- [Assignment]
The full listing, word for word and free of images, is the expected result.

*** Data excerpt Section Begins ***

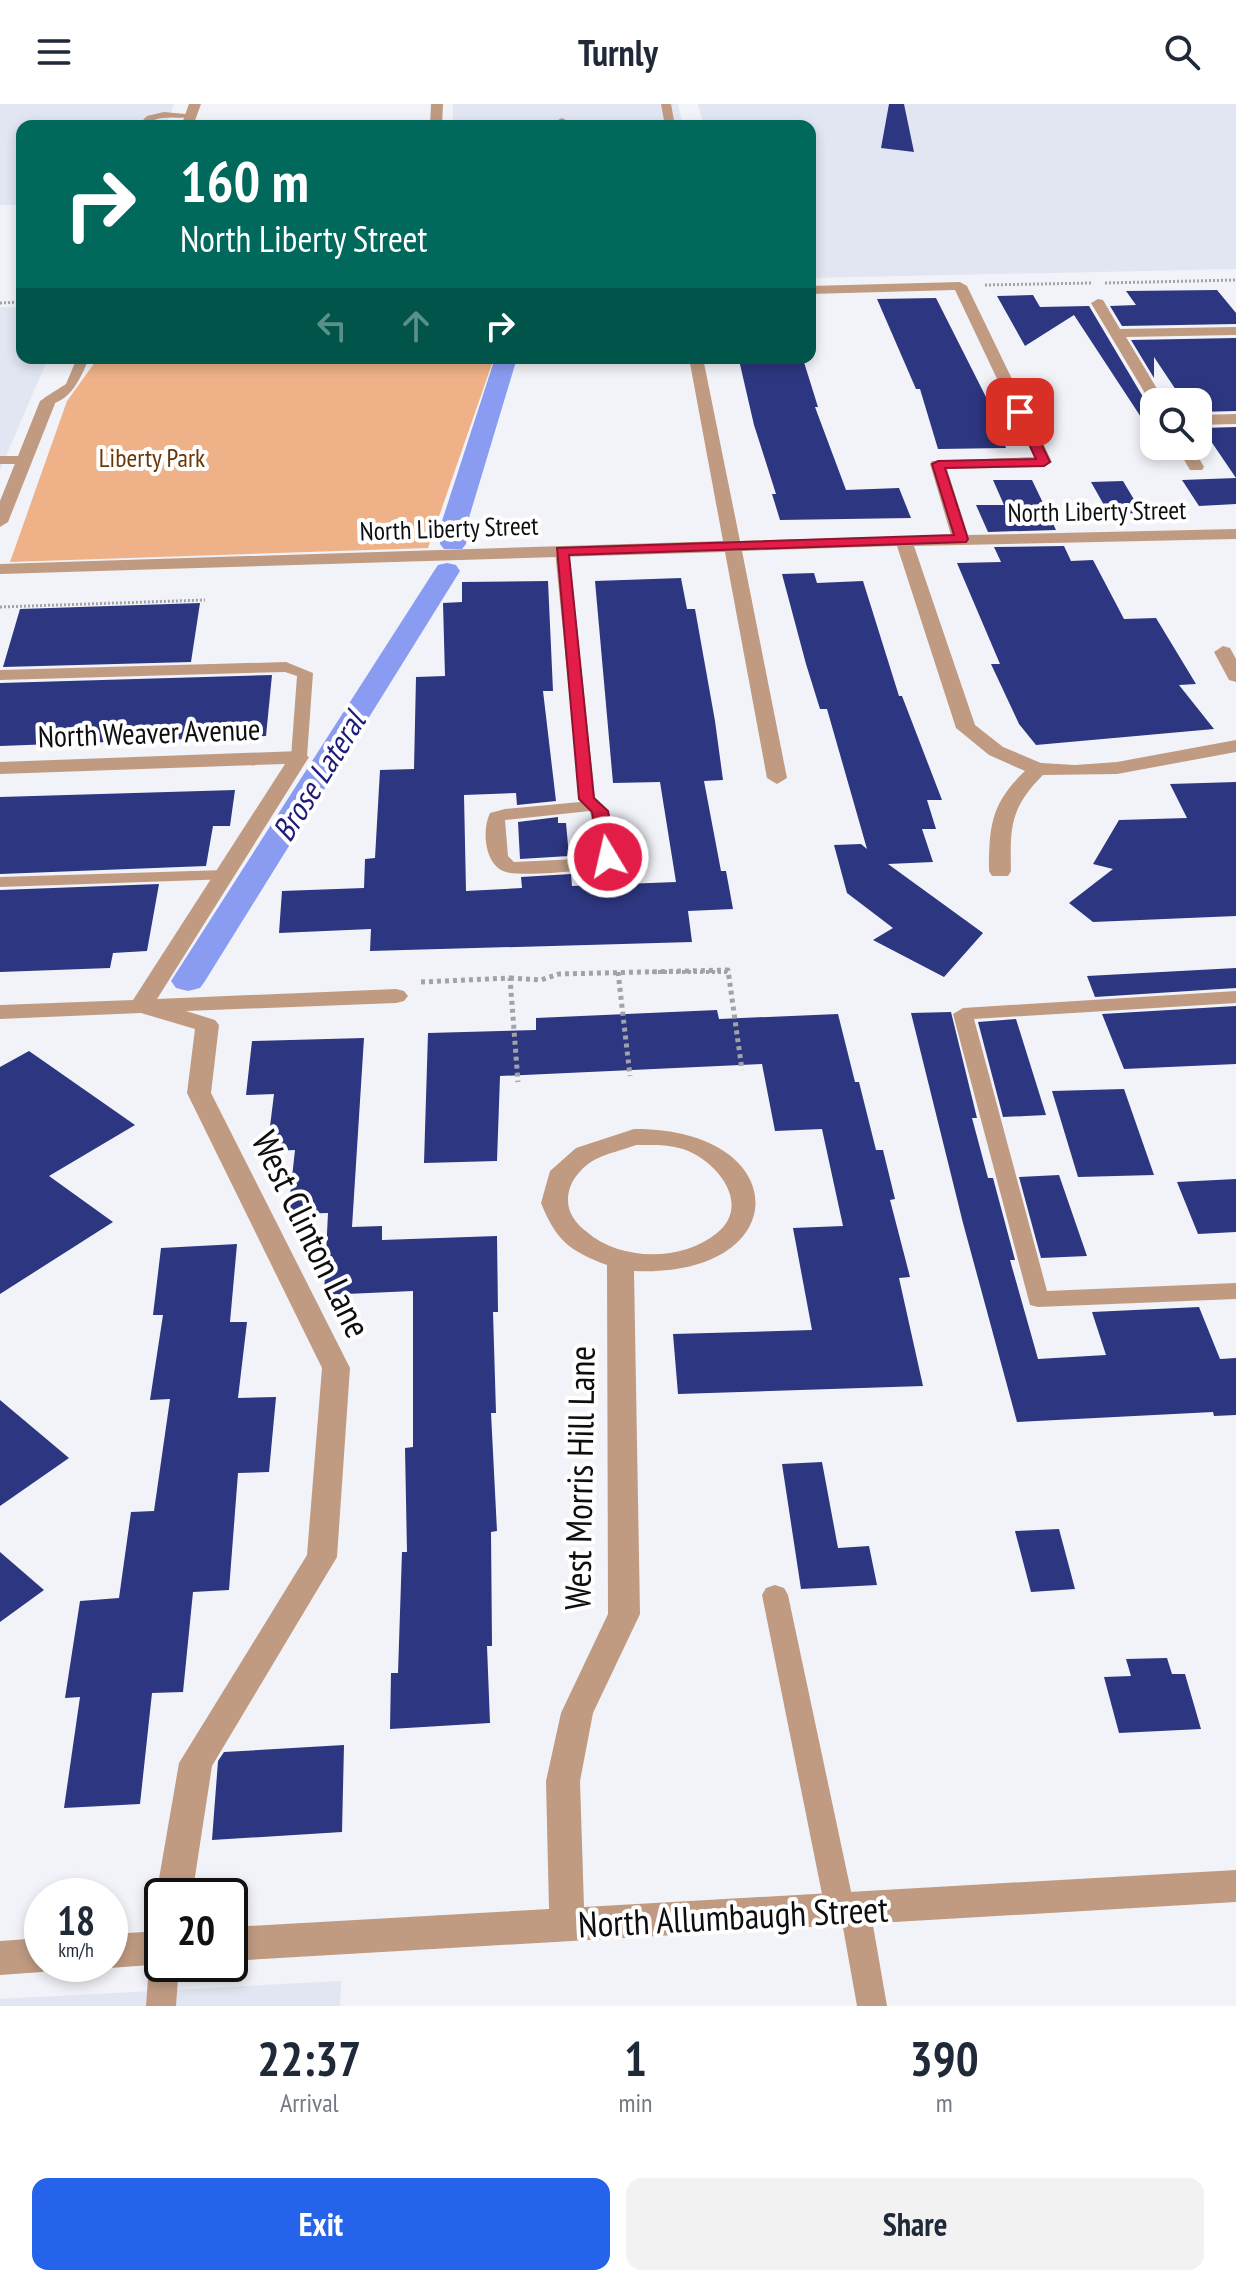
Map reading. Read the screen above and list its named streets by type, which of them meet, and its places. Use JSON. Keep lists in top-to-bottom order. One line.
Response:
{"streets":{"street":["North Liberty Street","North Weaver Avenue","West Clinton Lane","West Morris Hill Lane","North Allumbaugh Street"]},"crossings":[["West Morris Hill Lane","North Allumbaugh Street"]],"water":["Brose Lateral"],"parks":["Liberty Park"],"page":{"header":"Turnly","turn":["160 m","North Liberty Street"],"speed":"18 km/h","limit":"20","eta":["22:37","Arrival","1","min","390","m"],"buttons":["Exit","Share"]}}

*** Data excerpt Section Ends ***

- [The answer]
Map reading. Read the screen above and list its named streets by type, which of them meet, and its places. Use JSON. Keep lists in top-to-bottom order. One line.
Response:
{"streets":{"street":["North Liberty Street","North Weaver Avenue","West Clinton Lane","West Morris Hill Lane","North Allumbaugh Street"]},"crossings":[["West Morris Hill Lane","North Allumbaugh Street"]],"water":["Brose Lateral"],"parks":["Liberty Park"],"page":{"header":"Turnly","turn":["160 m","North Liberty Street"],"speed":"18 km/h","limit":"20","eta":["22:37","Arrival","1","min","390","m"],"buttons":["Exit","Share"]}}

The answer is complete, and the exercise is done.